If Joseph A. Schumpeter were alive on commencement day, he would no doubt be surprised: The sight of Bill Gates speaking from the steps of Memorial Church to a sea of crimson would puzzle the Austrian economist and former Harvard professor. Schumpeter had predicted that entrepreneurs like Gates, though the lifeblood of a market economy, would only find hostility in halls of academia.
Schumpeter’s diagnosis of capitalism’s ills missed the mark, yet his remarks on the academy’s disdain for entrepreneurs were dead on. From the Trotskyite editors of the Partisan Review to Lawrence H. Summers’ recent detractors, self-styled intellectuals and academics have long bristled at market principles. For them, admiration for entrepreneurship is no more than vulgar hero worship, straight from an Ayn Rand novel.
Then it’s hardly surprising that commencement has long served as a soapbox for statesmen, academics and the occasional man (or woman) of letters; corporate titans have been consciously excluded—including from the list of honorary degree recipients. Since 1950, the only corporate leader to address departing graduates has been IBM president Thomas Watson Jr. in 1981. In light of this, Gates’ selection is somewhat of an anomaly.
Of course, the senior class chose Gates for his giving, rather than his earning. The Bill and Melinda Gates Foundation, both in scope and reach, has revolutionized philanthropy. Yet his conversion is no different from the type of reputation redemption mastered by monopolists like Andrew Carnegie and John D. Rockefeller—neither of whose avarice was dignified with an honorary degree. What has changed?
Part of it is the softer edge of technology. Few people believe that Microsoft’s dubious dealings in the 90s were truly acting against the public interest. Google founders Sergey Brin and Larry Page unseated MSN and Yahoo with a mere algorithm—proof of the economy’s democratic nature. Tech fortunes just seem less exploitative, built on mainframes and lines of code rather than the backs of unskilled laborers.

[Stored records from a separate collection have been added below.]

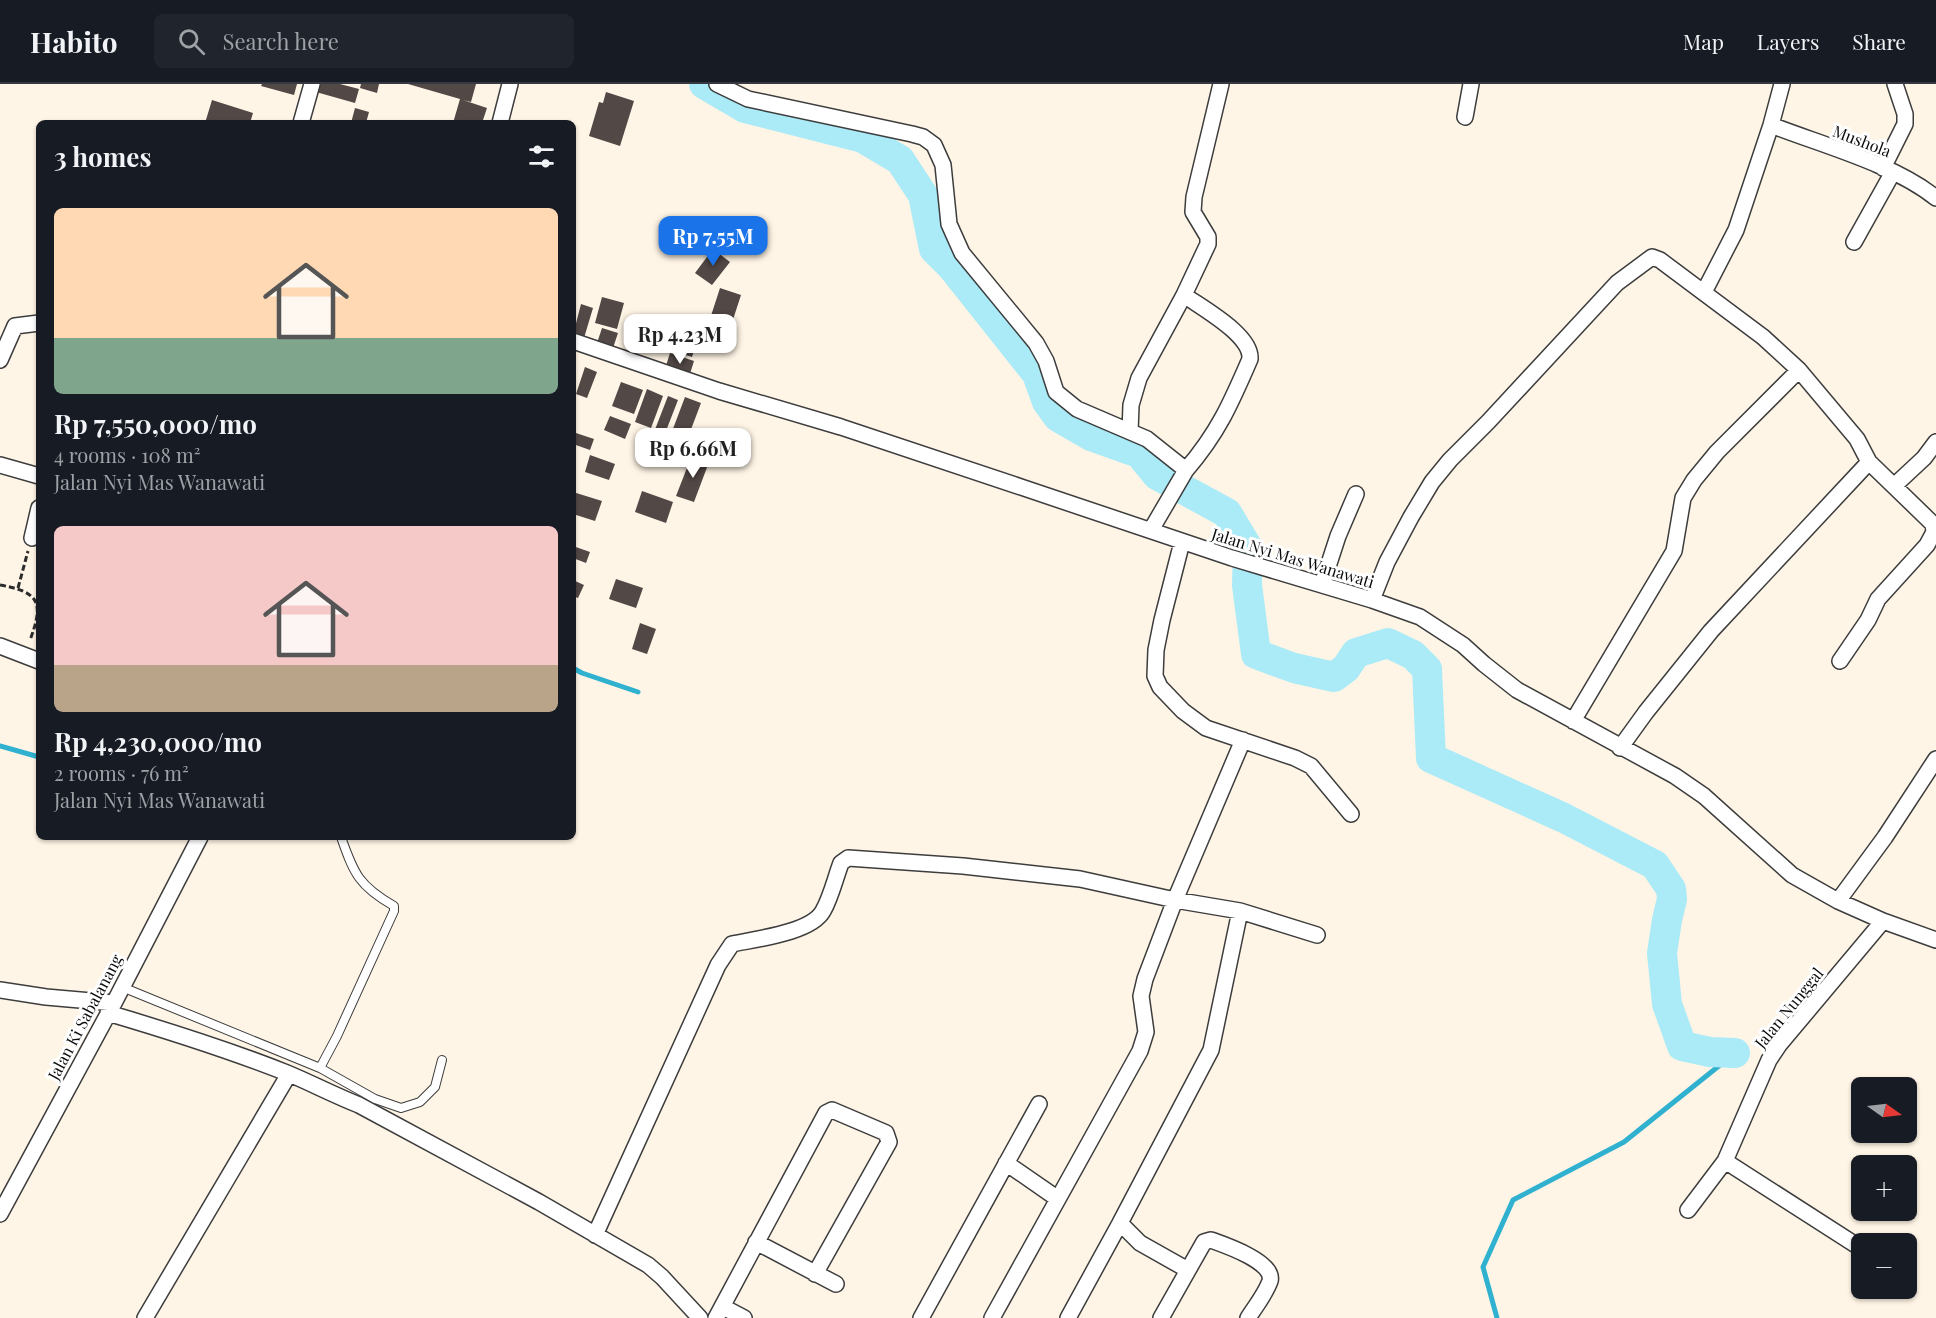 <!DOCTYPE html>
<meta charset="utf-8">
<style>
body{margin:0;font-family:"Playfair Display",serif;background:#20242c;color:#f1f3f6;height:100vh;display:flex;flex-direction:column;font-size:22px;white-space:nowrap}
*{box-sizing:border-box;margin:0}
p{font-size:20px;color:#9ea1a6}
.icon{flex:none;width:33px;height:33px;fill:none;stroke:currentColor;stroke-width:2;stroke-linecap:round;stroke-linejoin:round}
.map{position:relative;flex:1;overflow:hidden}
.sheet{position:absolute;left:36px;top:36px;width:540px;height:720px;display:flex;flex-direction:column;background:#171b24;border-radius:9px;box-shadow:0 2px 4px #0004}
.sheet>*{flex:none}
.needle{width:39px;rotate:104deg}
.buttons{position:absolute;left:1851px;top:993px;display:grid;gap:12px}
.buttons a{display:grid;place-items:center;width:66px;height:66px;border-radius:9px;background:#171b24;box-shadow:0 2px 4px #0004;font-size:30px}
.price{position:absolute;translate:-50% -51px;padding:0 14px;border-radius:12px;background:#fff;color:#222;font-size:20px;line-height:39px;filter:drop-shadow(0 2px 3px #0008)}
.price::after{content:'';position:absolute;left:50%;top:36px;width:18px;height:14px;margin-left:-9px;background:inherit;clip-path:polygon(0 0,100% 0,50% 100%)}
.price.current{background:#1a73e8;color:#fff}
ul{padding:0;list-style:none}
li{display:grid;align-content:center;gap:12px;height:318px;padding:0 18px}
li span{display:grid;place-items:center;height:186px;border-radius:9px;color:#555}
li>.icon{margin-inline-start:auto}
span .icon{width:108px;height:108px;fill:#fffc;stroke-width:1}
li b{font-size:26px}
h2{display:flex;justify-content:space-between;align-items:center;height:72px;padding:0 18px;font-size:26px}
header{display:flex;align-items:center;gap:36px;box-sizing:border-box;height:84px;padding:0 30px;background:#171b24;border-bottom:2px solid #363941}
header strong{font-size:28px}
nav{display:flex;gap:33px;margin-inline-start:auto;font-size:21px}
.search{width:420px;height:54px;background:#20242c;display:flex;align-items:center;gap:15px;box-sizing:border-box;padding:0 21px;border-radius:9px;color:#9ea1a6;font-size:22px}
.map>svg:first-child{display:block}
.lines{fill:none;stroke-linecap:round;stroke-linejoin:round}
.stream{stroke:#30b1cf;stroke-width:5}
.river{stroke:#aaebf7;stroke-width:30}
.building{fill:#524846}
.lane-casing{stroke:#3d3d3d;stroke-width:10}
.street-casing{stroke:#3d3d3d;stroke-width:18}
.path{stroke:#2c2c2c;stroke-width:3;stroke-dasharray:6 3;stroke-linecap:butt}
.lane{stroke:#fff;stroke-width:8}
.street{stroke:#fff;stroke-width:15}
.labels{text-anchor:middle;stroke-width:6;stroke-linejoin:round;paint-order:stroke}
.street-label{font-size:16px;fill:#0a0a0a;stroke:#fff}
</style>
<header>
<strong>Habito</strong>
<div class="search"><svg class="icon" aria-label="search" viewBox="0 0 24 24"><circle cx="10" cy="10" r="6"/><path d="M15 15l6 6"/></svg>Search here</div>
<nav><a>Map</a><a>Layers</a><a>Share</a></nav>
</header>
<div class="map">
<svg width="1936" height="1234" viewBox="0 0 1936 1234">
<rect width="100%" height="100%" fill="#fff5e6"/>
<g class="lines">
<path class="stream" d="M573 584 582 589 638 608
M0 662 39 673
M1497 1234 1483 1183 1513 1116 1624 1058 1735 969"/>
<path class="river" d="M704 0 745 24 863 54 900 76 923 111 934 165 952 183 1037 290 1047 318 1058 333 1091 352 1139 369 1157 391 1227 429 1248 464 1247 501 1256 570 1294 584 1334 593 1346 584 1356 569 1388 559 1413 571 1427 585 1431 674 1564 734 1655 781 1671 805 1672 815 1667 836 1662 869 1667 920 1682 962 1710 968 1735 969"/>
</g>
<path class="building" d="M262 0H297L294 11 261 2Z
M318 0H340L359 5 355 19 316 8Z
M361 0H379L377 9 360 4Z
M408 0H476L471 18 463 16 487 24 482 39H453L460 15Z
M606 8 634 17 620 62 589 52 599 18 603 19Z
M212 16 253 29 250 39H205Z
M355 24 369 28 366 39H351Z
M713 165 730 178 712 201 695 189Z
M720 204 741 211 728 251 707 244Z
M602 213 624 219 617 245 595 239Z
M581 220 593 224 584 254 573 251Z
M681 231 703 238 692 273 670 266Z
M602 244 618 249 613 264 597 259Z
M670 269 694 277 689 293 665 285Z
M585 283 597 288 587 314 576 310Z
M621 298 643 306 634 330 612 322Z
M647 305 663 312 651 344 635 338Z
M668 312 678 316 659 365 649 361Z
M685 313 701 319 684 364 668 358Z
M610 332 631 340 625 355 604 346Z
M573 348 594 355 590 366 573 360Z
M590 371 615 380 609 396 585 388Z
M692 371 709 378 694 418 676 412Z
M642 407 673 418 666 439 635 428Z
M573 408 602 417 595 437 573 430Z
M573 462 590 468 586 479 573 474Z
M616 495 643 504 636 524 609 515Z
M573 496 584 501 578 514 573 512Z
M640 539 656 545 647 570 632 565Z"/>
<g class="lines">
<g class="lane-casing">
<path id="lane" d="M122 903 320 984 375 1015 401 1024 420 1018 435 1003 442 976
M320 984 337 952 394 827V822C359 802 354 790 341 753"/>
</g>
<g class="street-casing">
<path id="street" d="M717 0 748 15 912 50 923 53 934 61 943 81 949 140 962 169 1036 259 1046 277 1056 308 1077 325 1147 355 1186 386 1151 446
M1465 33 1471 0
M301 39 312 0
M500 39 510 0
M1771 41C1822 61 1894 80 1936 114
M1883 84 1905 40V30L1895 0
M1854 158 1893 88
M1704 208 1736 146 1771 41 1782 0
M1184 211C1202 224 1252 251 1250 275 1231 319 1218 349 1186 386
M573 257 719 307 841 343 1024 404 1232 474 1372 516 1420 533 1463 561 1484 580 1517 606 1675 692 1704 712 1792 791 1838 817 1883 837 1936 856
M0 276 15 242 39 239
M1130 348 1131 321 1139 294 1184 211 1208 160V153L1193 128 1194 113 1221 0
M0 381 39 392
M1895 401 1924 374 1936 358
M32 454 39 424
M1182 458 1162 536 1156 566 1155 592 1160 603 1183 627 1206 644 1295 674 1311 682 1351 730
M1322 501 1338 452 1356 410
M1372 516 1387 478 1411 433 1432 398 1450 376 1488 338 1617 199 1652 173 1660 176 1763 253 1799 286 1857 355 1869 378 1933 440 1934 448 1927 461 1878 515 1868 536 1840 577
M0 562 39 577
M1573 637 1674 467 1683 414 1694 396 1717 368 1799 286
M1620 664 1646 628 1711 547 1869 378
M1838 817 1885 753 1936 675
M0 906 46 913 114 919
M108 929C169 947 229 966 287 989 311 999 334 1011 359 1021L539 1118 648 1181 662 1193 700 1234
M1725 1077 1862 1165
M1006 1079 1058 1115
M1688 1126 1725 1077 1769 976 1779 961 1883 837
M0 1130 114 919 200 753
M595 1151 718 881 732 860C755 855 811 849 823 827 831 813 835 795 841 779L848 774 963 782 1080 795 1175 816 1240 827 1317 851
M756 1158 836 1200
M1188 1186 1140 1159 1120 1139 1211 966 1240 827
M723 1223 744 1234
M145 1234 289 990
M716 1234 826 1029 832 1026 886 1049 889 1058 815 1190
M921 1234 1039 1020
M992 1234 1140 967 1146 948 1141 912 1145 895 1175 816 1243 656
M1068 1234 1120 1139
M1161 1234 1204 1158 1211 1156C1225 1161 1275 1178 1270 1197 1266 1209 1255 1223 1248 1234"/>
</g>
<path class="path" d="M0 501C40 508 44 519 30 556
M18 504 28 467"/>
<use href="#lane" class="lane"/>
<use href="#street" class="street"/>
</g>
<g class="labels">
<g class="street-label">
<text transform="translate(1862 57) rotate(21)" y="6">Mushola</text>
<text transform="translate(1293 474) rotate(17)" y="6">Jalan Nyi Mas Wanawati</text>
<text transform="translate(1789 924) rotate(-51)" y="6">Jalan Nunggal</text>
<text transform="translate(85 933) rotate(-62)" y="6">Jalan Ki Sabalanang</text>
</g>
</g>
</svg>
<div class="buttons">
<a><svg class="needle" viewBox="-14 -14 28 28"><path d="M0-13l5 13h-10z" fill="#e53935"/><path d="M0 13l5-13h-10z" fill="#9ea1a6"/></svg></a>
<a>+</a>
<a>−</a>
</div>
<b class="price current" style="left:713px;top:183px">Rp 7.55M</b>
<b class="price" style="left:680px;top:281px">Rp 4.23M</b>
<b class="price" style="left:693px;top:395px">Rp 6.66M</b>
<section class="sheet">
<h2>3 homes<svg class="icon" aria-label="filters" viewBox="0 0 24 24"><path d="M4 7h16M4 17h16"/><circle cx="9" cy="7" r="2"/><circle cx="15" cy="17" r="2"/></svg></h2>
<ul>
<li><span style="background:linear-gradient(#ffd9b3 70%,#7fa58c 0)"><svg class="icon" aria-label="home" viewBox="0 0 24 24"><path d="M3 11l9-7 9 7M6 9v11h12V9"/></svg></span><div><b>Rp 7,550,000/mo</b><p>4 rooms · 108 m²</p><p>Jalan Nyi Mas Wanawati</p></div></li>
<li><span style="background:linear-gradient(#f6c9c9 75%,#b9a48a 0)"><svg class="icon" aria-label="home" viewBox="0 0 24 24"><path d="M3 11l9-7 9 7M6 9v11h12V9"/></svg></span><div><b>Rp 4,230,000/mo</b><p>2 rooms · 76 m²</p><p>Jalan Nyi Mas Wanawati</p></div></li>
</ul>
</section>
</div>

Another is the growing realization that money talks—in all languages. Private foundations can often avoid the bureaucratic mess that plagues public funds, and more effectively stomp out developing world maladies. Even NGOs extol the virtue of profit through microfinance. Social enterprises ensure that each dollar of goodwill can go further. For do-gooders and techies alike, entrepreneurship is almost a religious calling.
This hasn’t always been the case, at least at the College. Indeed, Harvard Student Agencies (HSA) was founded in 1957 to employ scholarship students, not train startup founders. A September 1967 Crimson article cited “the average Harvard student’s apparently natural disdain for business” as the source of campus antipathy to HSA. Budding entrepreneurs had hurdles to jump through trying to innovate. Gates, for one, allegedly went before the Administrative Board for commercially using University computers. And HSA, with its tight monopoly of campus services, rather than fostering innovation, only ended up stifling it.
Things have started to change for the better. In 2000, the Harvard College Dean’s Office lifted its ban on students operating for-profit businesses on campus. Prior, startups had to keep day-to-day operations out of dorms or their founders would face the Administrative Board. The wild successes of Sparknotes and Facebook proved that students had a knack for Internet novelties. Just this fall, the University allowed Dormaid’s laundry service to compete with HSA’s.
Yet these developments occurred with little infrastructural support. The Harvard College Entrepreneurship Forum (HCEF), founded last fall, is trying to fill this gap. HCEF co-founder and vice-president Michael Segal ’09, who is also a Crimson editor, cited the need for a “culture of entrepreneurship” to match the likes of Massachusetts Institute of Technology and Stanford. Segal said that there is no shortage of ideas or interest—noting the attendance of up to 60 undergraduates at the club’s inaugural events—just one of support for their realization.
Purists might scoff at entrepreneurship, saying it has no place at a liberal arts college, and that undergraduates should wrestle with life’s big questions now, and later scheme how to make a quick buck.
Such a view, however, is silly. Harvard is right to uphold pedagogical purity—forcing students to take accounting at MIT, for example. Yet students cannot live on Plato and Proust alone. If the hordes of economics concentrators are any sign, there is no lack of interest in the market. So, just as campus publications hone the skills of budding journalists, similarly should seed grants or non-interest loans from the administration nourish students’ brilliant ideas.
You don’t need Steve Jobs, the flamboyant founder of Apple, to convince you that entrepreneurship is primarily about creativity. With some more institutional support, aspiring venture capitalists might try the exciting (though precarious) world of self-employment before turning to the world of high finance.
And market-skeptics, those who despise their I-banking peers, should take heart that entrepreneurs are revolutionaries of sorts, who shun conformity and yearn for the “creative destruction” that Schumpeter saw at the heart of capitalism’s dynamism. Hopefully, that is what the Class of 2007 will take away from this year’s commencement.
Will Johnston ’08 is a social studies concentrator in Adams House. His column appears on alternate Wednesdays.